ACTIVITY →
Your task is to give the data again, exactly, with every line intact.

(RECORDS SUPPLIED)

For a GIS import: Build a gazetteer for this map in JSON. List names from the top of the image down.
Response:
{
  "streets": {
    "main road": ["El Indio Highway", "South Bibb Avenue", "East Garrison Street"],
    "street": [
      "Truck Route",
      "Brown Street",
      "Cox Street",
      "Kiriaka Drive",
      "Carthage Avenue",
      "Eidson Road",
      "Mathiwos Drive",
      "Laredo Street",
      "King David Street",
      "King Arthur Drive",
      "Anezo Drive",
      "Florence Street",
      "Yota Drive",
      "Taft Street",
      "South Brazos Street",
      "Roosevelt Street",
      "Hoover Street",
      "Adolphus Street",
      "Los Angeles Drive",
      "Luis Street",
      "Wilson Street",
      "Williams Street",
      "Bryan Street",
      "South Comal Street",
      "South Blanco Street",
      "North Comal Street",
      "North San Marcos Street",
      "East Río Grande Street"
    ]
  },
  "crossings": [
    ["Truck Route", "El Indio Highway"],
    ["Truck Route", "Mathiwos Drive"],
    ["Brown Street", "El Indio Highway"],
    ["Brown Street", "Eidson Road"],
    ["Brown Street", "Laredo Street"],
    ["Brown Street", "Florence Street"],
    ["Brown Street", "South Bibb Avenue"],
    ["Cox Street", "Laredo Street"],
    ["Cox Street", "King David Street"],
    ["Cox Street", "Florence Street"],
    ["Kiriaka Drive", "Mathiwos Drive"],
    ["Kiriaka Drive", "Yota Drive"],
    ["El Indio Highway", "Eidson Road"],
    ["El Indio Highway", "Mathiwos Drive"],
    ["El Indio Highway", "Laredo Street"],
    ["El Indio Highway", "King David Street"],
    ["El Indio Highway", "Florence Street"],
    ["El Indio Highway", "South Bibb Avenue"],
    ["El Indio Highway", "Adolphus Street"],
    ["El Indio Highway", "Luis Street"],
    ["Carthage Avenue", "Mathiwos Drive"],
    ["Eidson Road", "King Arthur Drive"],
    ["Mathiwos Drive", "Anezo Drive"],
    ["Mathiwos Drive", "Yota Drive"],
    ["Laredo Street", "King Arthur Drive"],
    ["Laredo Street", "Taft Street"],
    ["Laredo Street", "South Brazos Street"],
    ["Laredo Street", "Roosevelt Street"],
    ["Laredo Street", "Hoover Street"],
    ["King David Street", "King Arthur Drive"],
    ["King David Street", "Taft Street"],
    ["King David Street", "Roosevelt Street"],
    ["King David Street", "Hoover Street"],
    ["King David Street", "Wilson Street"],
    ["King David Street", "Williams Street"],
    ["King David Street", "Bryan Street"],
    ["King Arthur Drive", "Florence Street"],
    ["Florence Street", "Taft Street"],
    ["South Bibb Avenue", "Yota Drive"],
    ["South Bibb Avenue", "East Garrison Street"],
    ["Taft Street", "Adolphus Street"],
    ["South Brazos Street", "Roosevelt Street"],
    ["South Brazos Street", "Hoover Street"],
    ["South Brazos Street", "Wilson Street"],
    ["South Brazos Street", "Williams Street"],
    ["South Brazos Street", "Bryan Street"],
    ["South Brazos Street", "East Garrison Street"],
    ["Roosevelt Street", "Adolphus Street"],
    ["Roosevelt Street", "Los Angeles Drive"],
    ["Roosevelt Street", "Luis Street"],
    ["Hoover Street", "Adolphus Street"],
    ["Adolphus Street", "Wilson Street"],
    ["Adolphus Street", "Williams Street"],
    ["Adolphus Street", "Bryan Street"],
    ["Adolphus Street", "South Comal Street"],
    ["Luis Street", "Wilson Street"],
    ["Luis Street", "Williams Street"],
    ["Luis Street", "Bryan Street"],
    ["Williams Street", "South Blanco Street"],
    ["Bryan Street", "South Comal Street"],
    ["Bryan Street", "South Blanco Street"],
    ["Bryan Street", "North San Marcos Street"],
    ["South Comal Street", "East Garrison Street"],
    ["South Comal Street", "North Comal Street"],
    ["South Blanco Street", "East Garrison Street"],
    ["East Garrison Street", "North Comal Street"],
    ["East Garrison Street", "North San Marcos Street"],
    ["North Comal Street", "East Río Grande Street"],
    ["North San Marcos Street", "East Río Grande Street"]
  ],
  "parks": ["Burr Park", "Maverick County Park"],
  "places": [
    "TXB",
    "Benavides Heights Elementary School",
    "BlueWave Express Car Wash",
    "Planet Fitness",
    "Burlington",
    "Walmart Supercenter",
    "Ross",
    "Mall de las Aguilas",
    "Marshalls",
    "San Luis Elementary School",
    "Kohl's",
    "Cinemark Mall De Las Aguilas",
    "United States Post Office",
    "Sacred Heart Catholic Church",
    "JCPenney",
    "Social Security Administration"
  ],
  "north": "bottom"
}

(End RECORDS SUPPLIED)

EXERCISE RESPONSE →
For a GIS import: Build a gazetteer for this map in JSON. List names from the top of the image down.
Response:
{
  "streets": {
    "main road": ["El Indio Highway", "South Bibb Avenue", "East Garrison Street"],
    "street": [
      "Truck Route",
      "Brown Street",
      "Cox Street",
      "Kiriaka Drive",
      "Carthage Avenue",
      "Eidson Road",
      "Mathiwos Drive",
      "Laredo Street",
      "King David Street",
      "King Arthur Drive",
      "Anezo Drive",
      "Florence Street",
      "Yota Drive",
      "Taft Street",
      "South Brazos Street",
      "Roosevelt Street",
      "Hoover Street",
      "Adolphus Street",
      "Los Angeles Drive",
      "Luis Street",
      "Wilson Street",
      "Williams Street",
      "Bryan Street",
      "South Comal Street",
      "South Blanco Street",
      "North Comal Street",
      "North San Marcos Street",
      "East Río Grande Street"
    ]
  },
  "crossings": [
    ["Truck Route", "El Indio Highway"],
    ["Truck Route", "Mathiwos Drive"],
    ["Brown Street", "El Indio Highway"],
    ["Brown Street", "Eidson Road"],
    ["Brown Street", "Laredo Street"],
    ["Brown Street", "Florence Street"],
    ["Brown Street", "South Bibb Avenue"],
    ["Cox Street", "Laredo Street"],
    ["Cox Street", "King David Street"],
    ["Cox Street", "Florence Street"],
    ["Kiriaka Drive", "Mathiwos Drive"],
    ["Kiriaka Drive", "Yota Drive"],
    ["El Indio Highway", "Eidson Road"],
    ["El Indio Highway", "Mathiwos Drive"],
    ["El Indio Highway", "Laredo Street"],
    ["El Indio Highway", "King David Street"],
    ["El Indio Highway", "Florence Street"],
    ["El Indio Highway", "South Bibb Avenue"],
    ["El Indio Highway", "Adolphus Street"],
    ["El Indio Highway", "Luis Street"],
    ["Carthage Avenue", "Mathiwos Drive"],
    ["Eidson Road", "King Arthur Drive"],
    ["Mathiwos Drive", "Anezo Drive"],
    ["Mathiwos Drive", "Yota Drive"],
    ["Laredo Street", "King Arthur Drive"],
    ["Laredo Street", "Taft Street"],
    ["Laredo Street", "South Brazos Street"],
    ["Laredo Street", "Roosevelt Street"],
    ["Laredo Street", "Hoover Street"],
    ["King David Street", "King Arthur Drive"],
    ["King David Street", "Taft Street"],
    ["King David Street", "Roosevelt Street"],
    ["King David Street", "Hoover Street"],
    ["King David Street", "Wilson Street"],
    ["King David Street", "Williams Street"],
    ["King David Street", "Bryan Street"],
    ["King Arthur Drive", "Florence Street"],
    ["Florence Street", "Taft Street"],
    ["South Bibb Avenue", "Yota Drive"],
    ["South Bibb Avenue", "East Garrison Street"],
    ["Taft Street", "Adolphus Street"],
    ["South Brazos Street", "Roosevelt Street"],
    ["South Brazos Street", "Hoover Street"],
    ["South Brazos Street", "Wilson Street"],
    ["South Brazos Street", "Williams Street"],
    ["South Brazos Street", "Bryan Street"],
    ["South Brazos Street", "East Garrison Street"],
    ["Roosevelt Street", "Adolphus Street"],
    ["Roosevelt Street", "Los Angeles Drive"],
    ["Roosevelt Street", "Luis Street"],
    ["Hoover Street", "Adolphus Street"],
    ["Adolphus Street", "Wilson Street"],
    ["Adolphus Street", "Williams Street"],
    ["Adolphus Street", "Bryan Street"],
    ["Adolphus Street", "South Comal Street"],
    ["Luis Street", "Wilson Street"],
    ["Luis Street", "Williams Street"],
    ["Luis Street", "Bryan Street"],
    ["Williams Street", "South Blanco Street"],
    ["Bryan Street", "South Comal Street"],
    ["Bryan Street", "South Blanco Street"],
    ["Bryan Street", "North San Marcos Street"],
    ["South Comal Street", "East Garrison Street"],
    ["South Comal Street", "North Comal Street"],
    ["South Blanco Street", "East Garrison Street"],
    ["East Garrison Street", "North Comal Street"],
    ["East Garrison Street", "North San Marcos Street"],
    ["North Comal Street", "East Río Grande Street"],
    ["North San Marcos Street", "East Río Grande Street"]
  ],
  "parks": ["Burr Park", "Maverick County Park"],
  "places": [
    "TXB",
    "Benavides Heights Elementary School",
    "BlueWave Express Car Wash",
    "Planet Fitness",
    "Burlington",
    "Walmart Supercenter",
    "Ross",
    "Mall de las Aguilas",
    "Marshalls",
    "San Luis Elementary School",
    "Kohl's",
    "Cinemark Mall De Las Aguilas",
    "United States Post Office",
    "Sacred Heart Catholic Church",
    "JCPenney",
    "Social Security Administration"
  ],
  "north": "bottom"
}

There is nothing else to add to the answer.